_Exercise description:_
Word for word, write the records out again, but omit each picture.

[Recorded information]

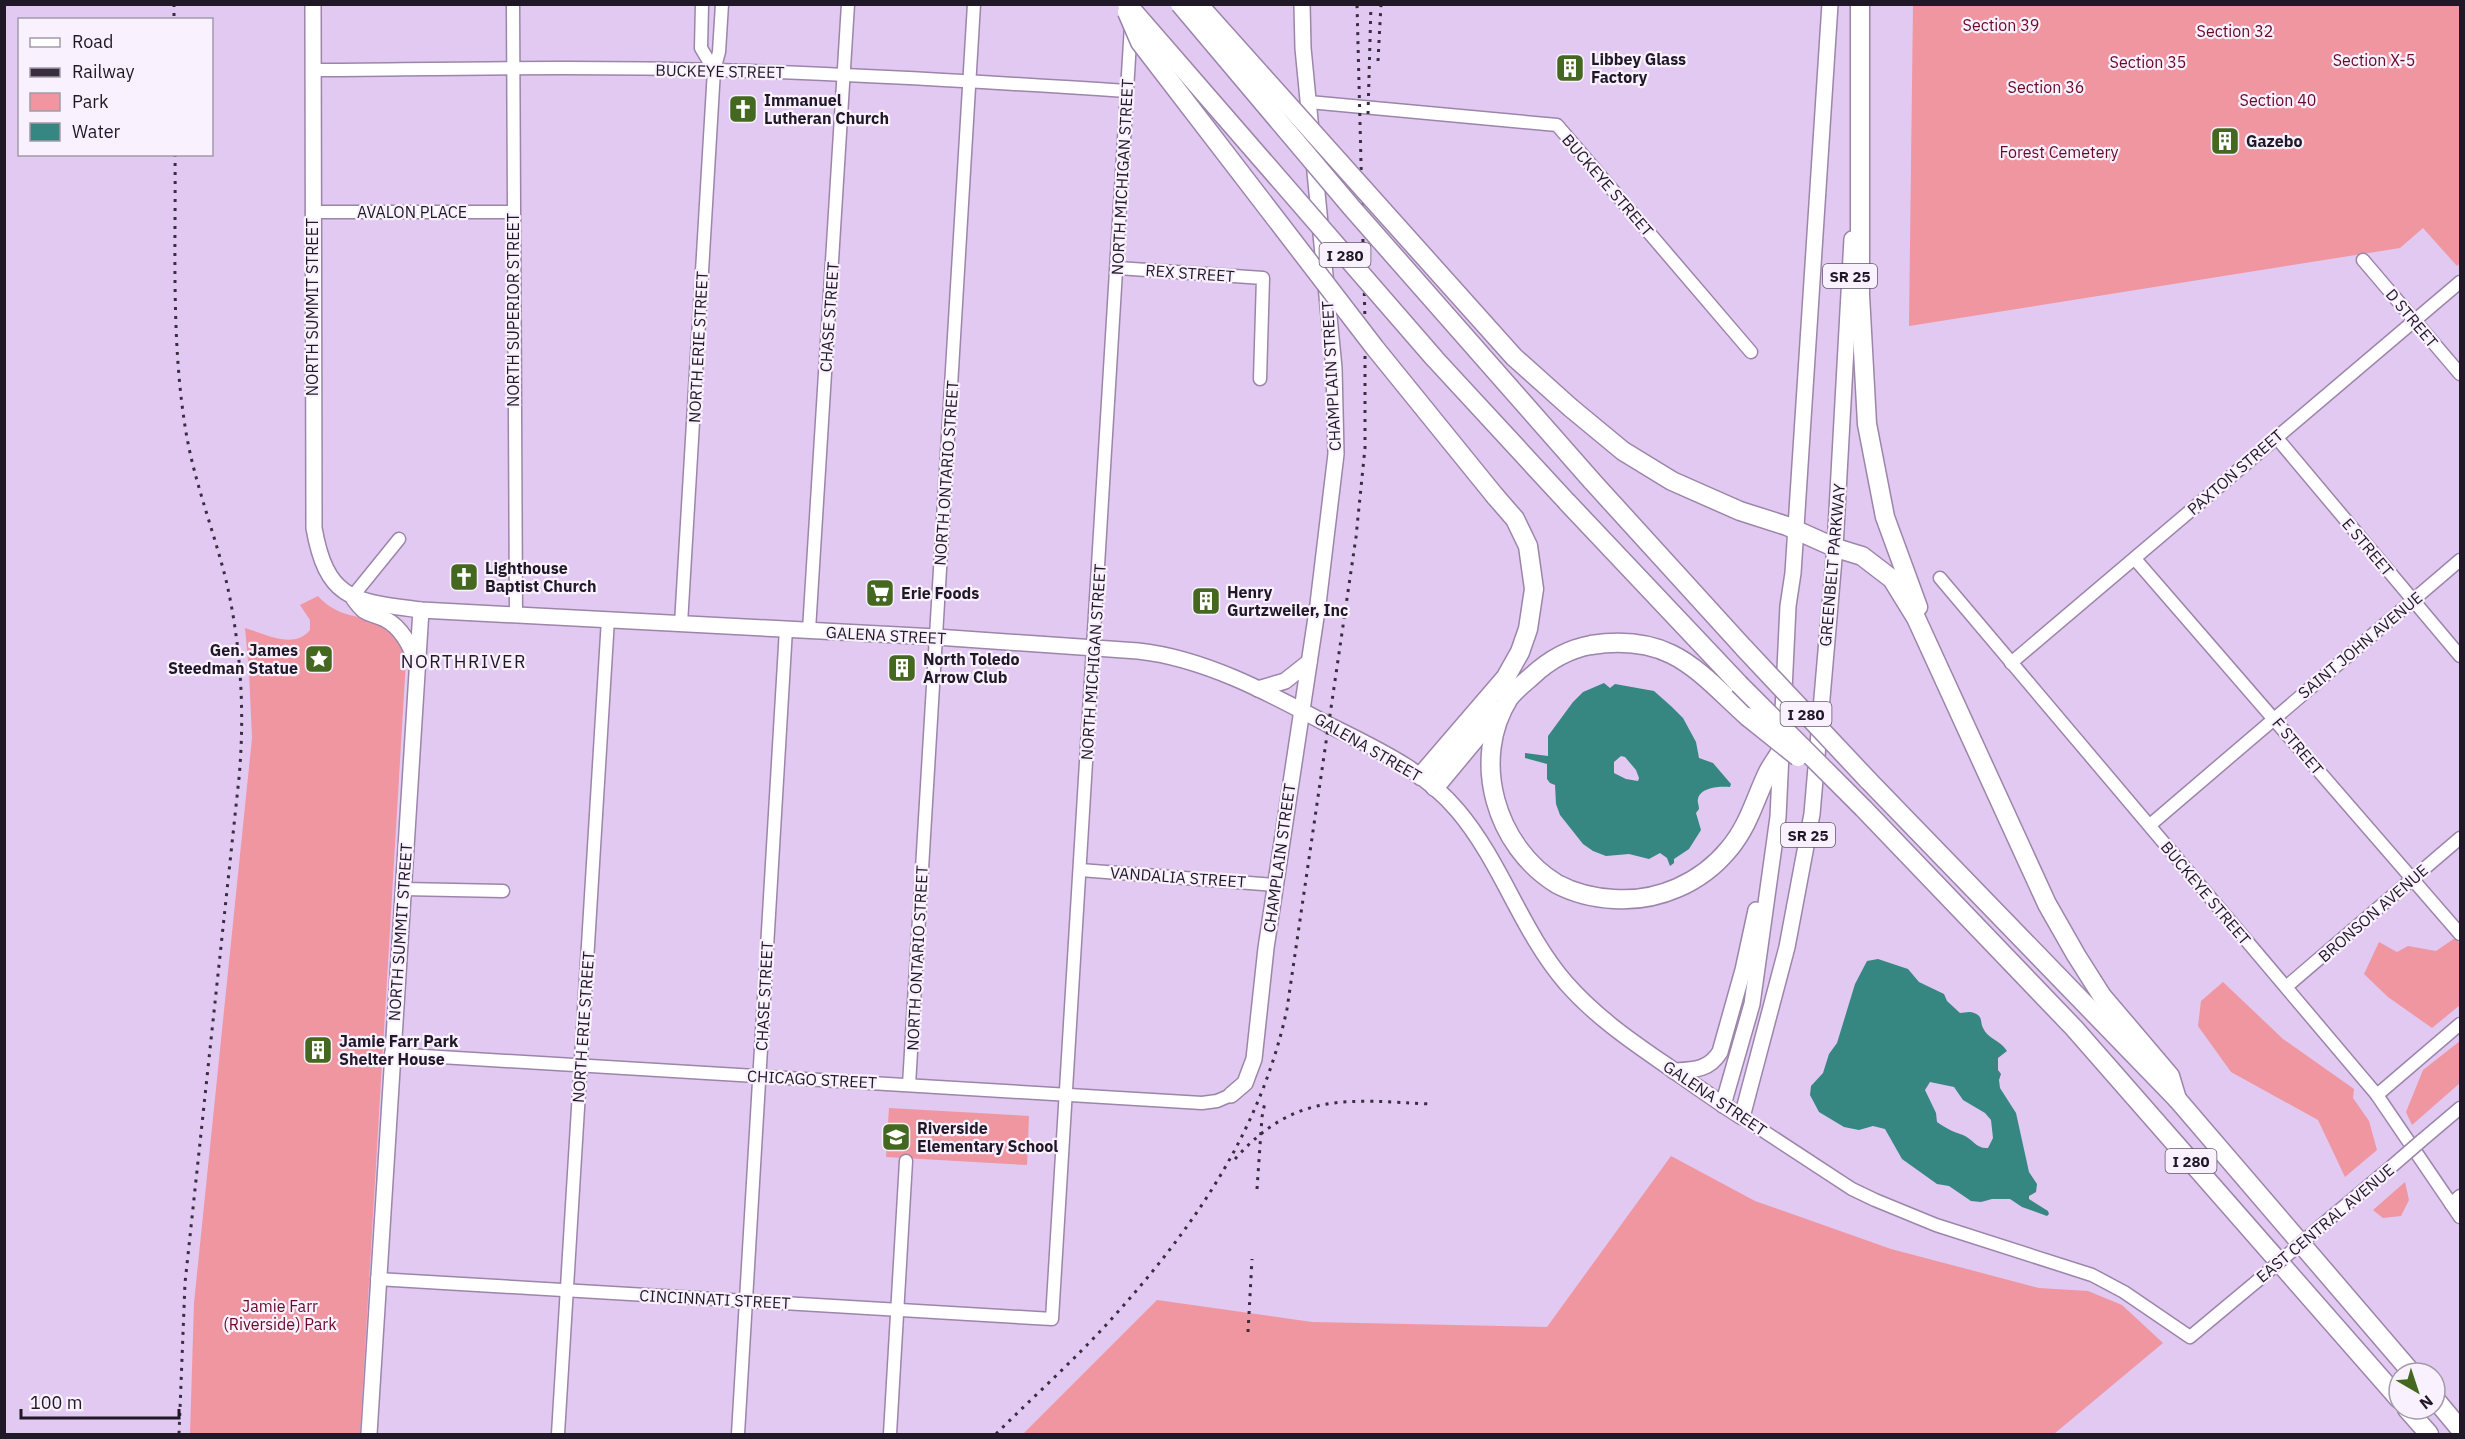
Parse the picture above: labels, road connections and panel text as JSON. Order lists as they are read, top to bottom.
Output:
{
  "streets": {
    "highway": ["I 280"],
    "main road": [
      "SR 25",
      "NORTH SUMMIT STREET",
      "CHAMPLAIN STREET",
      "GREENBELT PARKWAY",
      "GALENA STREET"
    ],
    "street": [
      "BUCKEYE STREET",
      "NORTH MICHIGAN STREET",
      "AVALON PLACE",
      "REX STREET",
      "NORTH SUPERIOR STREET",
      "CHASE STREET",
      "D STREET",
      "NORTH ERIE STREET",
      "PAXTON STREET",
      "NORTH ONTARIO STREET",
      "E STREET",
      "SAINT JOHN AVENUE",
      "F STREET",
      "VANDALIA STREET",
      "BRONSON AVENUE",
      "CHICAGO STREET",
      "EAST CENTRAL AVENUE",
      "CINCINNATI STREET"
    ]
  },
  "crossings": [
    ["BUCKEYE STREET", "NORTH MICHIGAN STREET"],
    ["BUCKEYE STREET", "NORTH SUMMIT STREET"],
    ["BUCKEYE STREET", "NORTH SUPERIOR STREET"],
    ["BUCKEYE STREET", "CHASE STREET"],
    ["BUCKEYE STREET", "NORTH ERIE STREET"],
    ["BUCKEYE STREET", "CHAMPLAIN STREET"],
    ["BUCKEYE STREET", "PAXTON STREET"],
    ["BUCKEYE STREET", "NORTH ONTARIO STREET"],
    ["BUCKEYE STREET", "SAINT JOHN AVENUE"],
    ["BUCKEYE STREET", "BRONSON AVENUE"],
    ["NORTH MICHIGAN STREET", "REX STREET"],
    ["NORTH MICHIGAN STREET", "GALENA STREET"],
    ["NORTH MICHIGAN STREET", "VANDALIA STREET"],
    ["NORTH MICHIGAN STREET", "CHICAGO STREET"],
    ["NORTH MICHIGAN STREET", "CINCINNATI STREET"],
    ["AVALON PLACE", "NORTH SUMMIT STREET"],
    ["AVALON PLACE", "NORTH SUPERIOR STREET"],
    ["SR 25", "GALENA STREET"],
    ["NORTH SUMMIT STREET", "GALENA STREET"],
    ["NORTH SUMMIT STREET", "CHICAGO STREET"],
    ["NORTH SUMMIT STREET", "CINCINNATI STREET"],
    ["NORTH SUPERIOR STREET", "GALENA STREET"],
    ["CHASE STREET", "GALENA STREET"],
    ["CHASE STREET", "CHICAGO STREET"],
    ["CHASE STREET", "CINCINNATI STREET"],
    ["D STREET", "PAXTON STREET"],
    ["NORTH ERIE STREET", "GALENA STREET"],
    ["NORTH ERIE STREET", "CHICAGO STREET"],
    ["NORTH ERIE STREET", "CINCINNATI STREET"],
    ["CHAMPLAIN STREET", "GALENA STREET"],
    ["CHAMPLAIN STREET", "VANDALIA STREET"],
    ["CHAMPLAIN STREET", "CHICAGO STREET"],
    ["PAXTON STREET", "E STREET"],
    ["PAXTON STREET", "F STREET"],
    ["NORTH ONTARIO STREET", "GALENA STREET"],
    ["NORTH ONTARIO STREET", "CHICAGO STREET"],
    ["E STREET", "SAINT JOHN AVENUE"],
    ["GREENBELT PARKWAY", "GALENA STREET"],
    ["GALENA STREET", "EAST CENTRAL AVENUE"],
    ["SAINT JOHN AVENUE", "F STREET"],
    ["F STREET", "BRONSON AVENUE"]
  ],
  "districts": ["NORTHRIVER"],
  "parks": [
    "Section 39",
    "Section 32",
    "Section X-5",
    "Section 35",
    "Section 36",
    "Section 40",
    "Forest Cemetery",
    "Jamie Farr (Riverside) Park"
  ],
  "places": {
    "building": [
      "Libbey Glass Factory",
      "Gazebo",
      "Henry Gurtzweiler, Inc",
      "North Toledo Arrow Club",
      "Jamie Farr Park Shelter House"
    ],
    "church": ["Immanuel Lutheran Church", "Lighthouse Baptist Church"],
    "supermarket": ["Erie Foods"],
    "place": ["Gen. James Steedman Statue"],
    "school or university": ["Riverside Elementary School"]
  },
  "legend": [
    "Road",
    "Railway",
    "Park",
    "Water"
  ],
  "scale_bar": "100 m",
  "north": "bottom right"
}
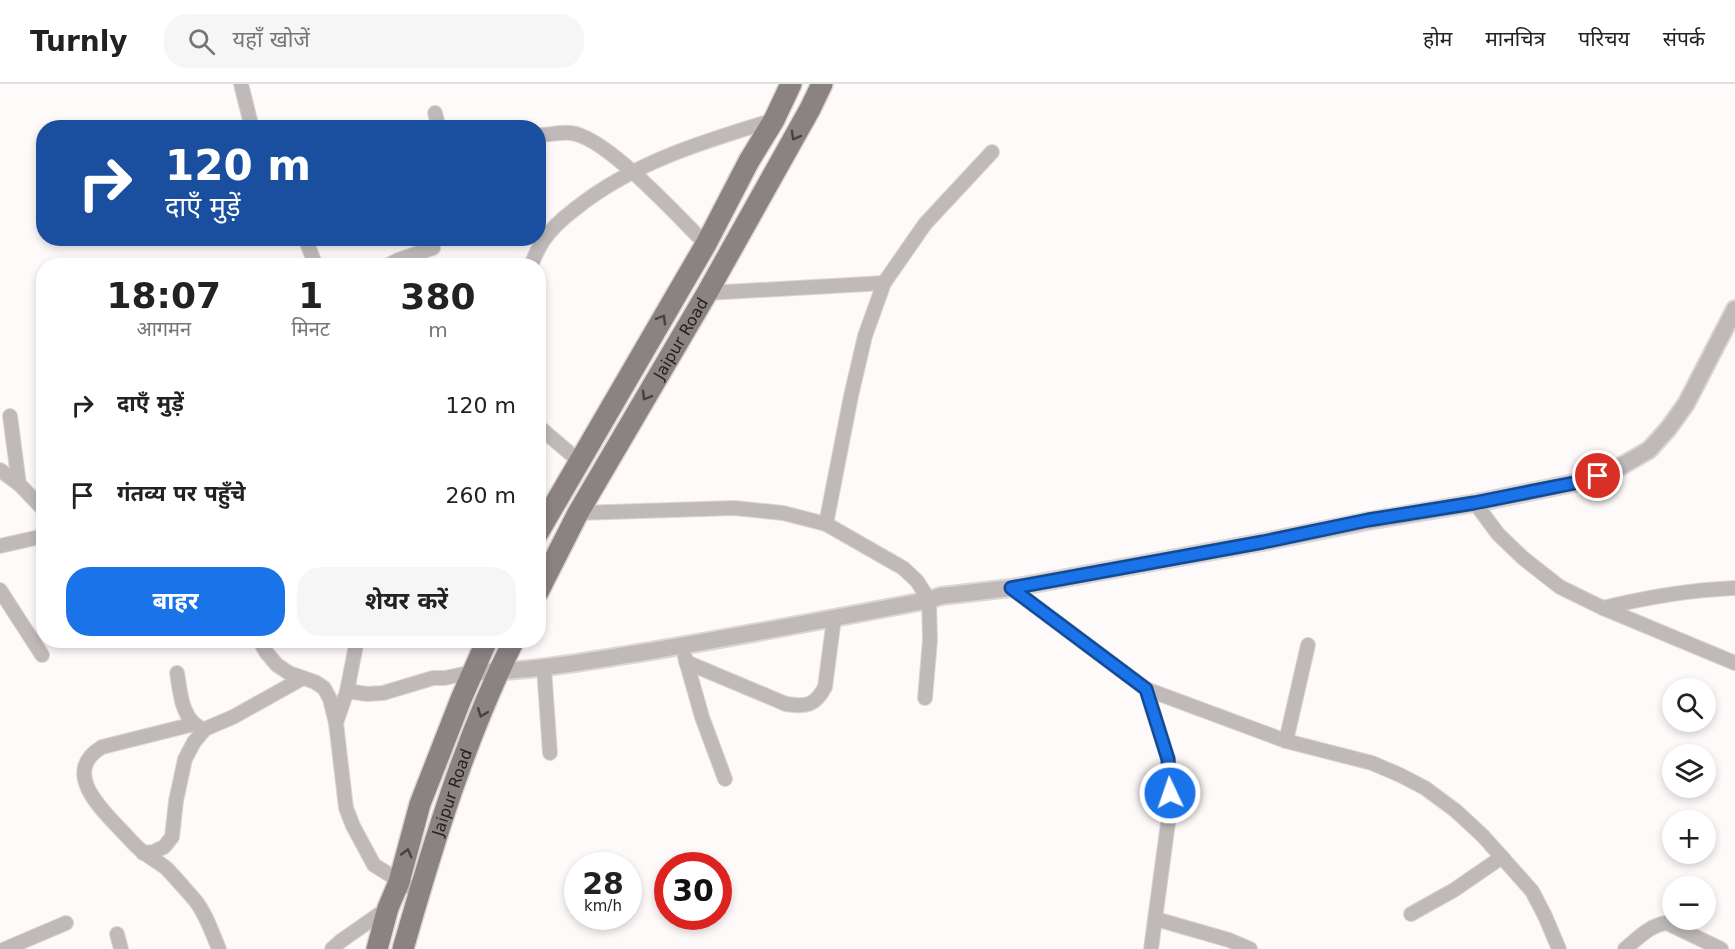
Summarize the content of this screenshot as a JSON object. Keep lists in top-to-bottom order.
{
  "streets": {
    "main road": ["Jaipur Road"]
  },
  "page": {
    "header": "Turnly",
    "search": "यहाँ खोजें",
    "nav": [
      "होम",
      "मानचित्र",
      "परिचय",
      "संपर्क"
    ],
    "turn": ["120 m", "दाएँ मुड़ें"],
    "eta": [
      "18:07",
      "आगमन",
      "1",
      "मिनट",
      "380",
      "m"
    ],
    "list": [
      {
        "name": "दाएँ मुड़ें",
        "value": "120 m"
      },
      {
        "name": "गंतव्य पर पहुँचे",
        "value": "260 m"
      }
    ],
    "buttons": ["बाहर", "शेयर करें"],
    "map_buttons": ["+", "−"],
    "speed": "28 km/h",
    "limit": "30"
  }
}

[/Recorded information]

_Answer to the exercise:_
Parse the picture above: labels, road connections and panel text as JSON. Order lists as they are read, top to bottom.
Output:
{
  "streets": {
    "highway": ["I 280"],
    "main road": [
      "SR 25",
      "NORTH SUMMIT STREET",
      "CHAMPLAIN STREET",
      "GREENBELT PARKWAY",
      "GALENA STREET"
    ],
    "street": [
      "BUCKEYE STREET",
      "NORTH MICHIGAN STREET",
      "AVALON PLACE",
      "REX STREET",
      "NORTH SUPERIOR STREET",
      "CHASE STREET",
      "D STREET",
      "NORTH ERIE STREET",
      "PAXTON STREET",
      "NORTH ONTARIO STREET",
      "E STREET",
      "SAINT JOHN AVENUE",
      "F STREET",
      "VANDALIA STREET",
      "BRONSON AVENUE",
      "CHICAGO STREET",
      "EAST CENTRAL AVENUE",
      "CINCINNATI STREET"
    ]
  },
  "crossings": [
    ["BUCKEYE STREET", "NORTH MICHIGAN STREET"],
    ["BUCKEYE STREET", "NORTH SUMMIT STREET"],
    ["BUCKEYE STREET", "NORTH SUPERIOR STREET"],
    ["BUCKEYE STREET", "CHASE STREET"],
    ["BUCKEYE STREET", "NORTH ERIE STREET"],
    ["BUCKEYE STREET", "CHAMPLAIN STREET"],
    ["BUCKEYE STREET", "PAXTON STREET"],
    ["BUCKEYE STREET", "NORTH ONTARIO STREET"],
    ["BUCKEYE STREET", "SAINT JOHN AVENUE"],
    ["BUCKEYE STREET", "BRONSON AVENUE"],
    ["NORTH MICHIGAN STREET", "REX STREET"],
    ["NORTH MICHIGAN STREET", "GALENA STREET"],
    ["NORTH MICHIGAN STREET", "VANDALIA STREET"],
    ["NORTH MICHIGAN STREET", "CHICAGO STREET"],
    ["NORTH MICHIGAN STREET", "CINCINNATI STREET"],
    ["AVALON PLACE", "NORTH SUMMIT STREET"],
    ["AVALON PLACE", "NORTH SUPERIOR STREET"],
    ["SR 25", "GALENA STREET"],
    ["NORTH SUMMIT STREET", "GALENA STREET"],
    ["NORTH SUMMIT STREET", "CHICAGO STREET"],
    ["NORTH SUMMIT STREET", "CINCINNATI STREET"],
    ["NORTH SUPERIOR STREET", "GALENA STREET"],
    ["CHASE STREET", "GALENA STREET"],
    ["CHASE STREET", "CHICAGO STREET"],
    ["CHASE STREET", "CINCINNATI STREET"],
    ["D STREET", "PAXTON STREET"],
    ["NORTH ERIE STREET", "GALENA STREET"],
    ["NORTH ERIE STREET", "CHICAGO STREET"],
    ["NORTH ERIE STREET", "CINCINNATI STREET"],
    ["CHAMPLAIN STREET", "GALENA STREET"],
    ["CHAMPLAIN STREET", "VANDALIA STREET"],
    ["CHAMPLAIN STREET", "CHICAGO STREET"],
    ["PAXTON STREET", "E STREET"],
    ["PAXTON STREET", "F STREET"],
    ["NORTH ONTARIO STREET", "GALENA STREET"],
    ["NORTH ONTARIO STREET", "CHICAGO STREET"],
    ["E STREET", "SAINT JOHN AVENUE"],
    ["GREENBELT PARKWAY", "GALENA STREET"],
    ["GALENA STREET", "EAST CENTRAL AVENUE"],
    ["SAINT JOHN AVENUE", "F STREET"],
    ["F STREET", "BRONSON AVENUE"]
  ],
  "districts": ["NORTHRIVER"],
  "parks": [
    "Section 39",
    "Section 32",
    "Section X-5",
    "Section 35",
    "Section 36",
    "Section 40",
    "Forest Cemetery",
    "Jamie Farr (Riverside) Park"
  ],
  "places": {
    "building": [
      "Libbey Glass Factory",
      "Gazebo",
      "Henry Gurtzweiler, Inc",
      "North Toledo Arrow Club",
      "Jamie Farr Park Shelter House"
    ],
    "church": ["Immanuel Lutheran Church", "Lighthouse Baptist Church"],
    "supermarket": ["Erie Foods"],
    "place": ["Gen. James Steedman Statue"],
    "school or university": ["Riverside Elementary School"]
  },
  "legend": [
    "Road",
    "Railway",
    "Park",
    "Water"
  ],
  "scale_bar": "100 m",
  "north": "bottom right"
}
Summarize the content of this screenshot as a JSON object. Keep lists in top-to-bottom order.
{
  "streets": {
    "main road": ["Jaipur Road"]
  },
  "page": {
    "header": "Turnly",
    "search": "यहाँ खोजें",
    "nav": [
      "होम",
      "मानचित्र",
      "परिचय",
      "संपर्क"
    ],
    "turn": ["120 m", "दाएँ मुड़ें"],
    "eta": [
      "18:07",
      "आगमन",
      "1",
      "मिनट",
      "380",
      "m"
    ],
    "list": [
      {
        "name": "दाएँ मुड़ें",
        "value": "120 m"
      },
      {
        "name": "गंतव्य पर पहुँचे",
        "value": "260 m"
      }
    ],
    "buttons": ["बाहर", "शेयर करें"],
    "map_buttons": ["+", "−"],
    "speed": "28 km/h",
    "limit": "30"
  }
}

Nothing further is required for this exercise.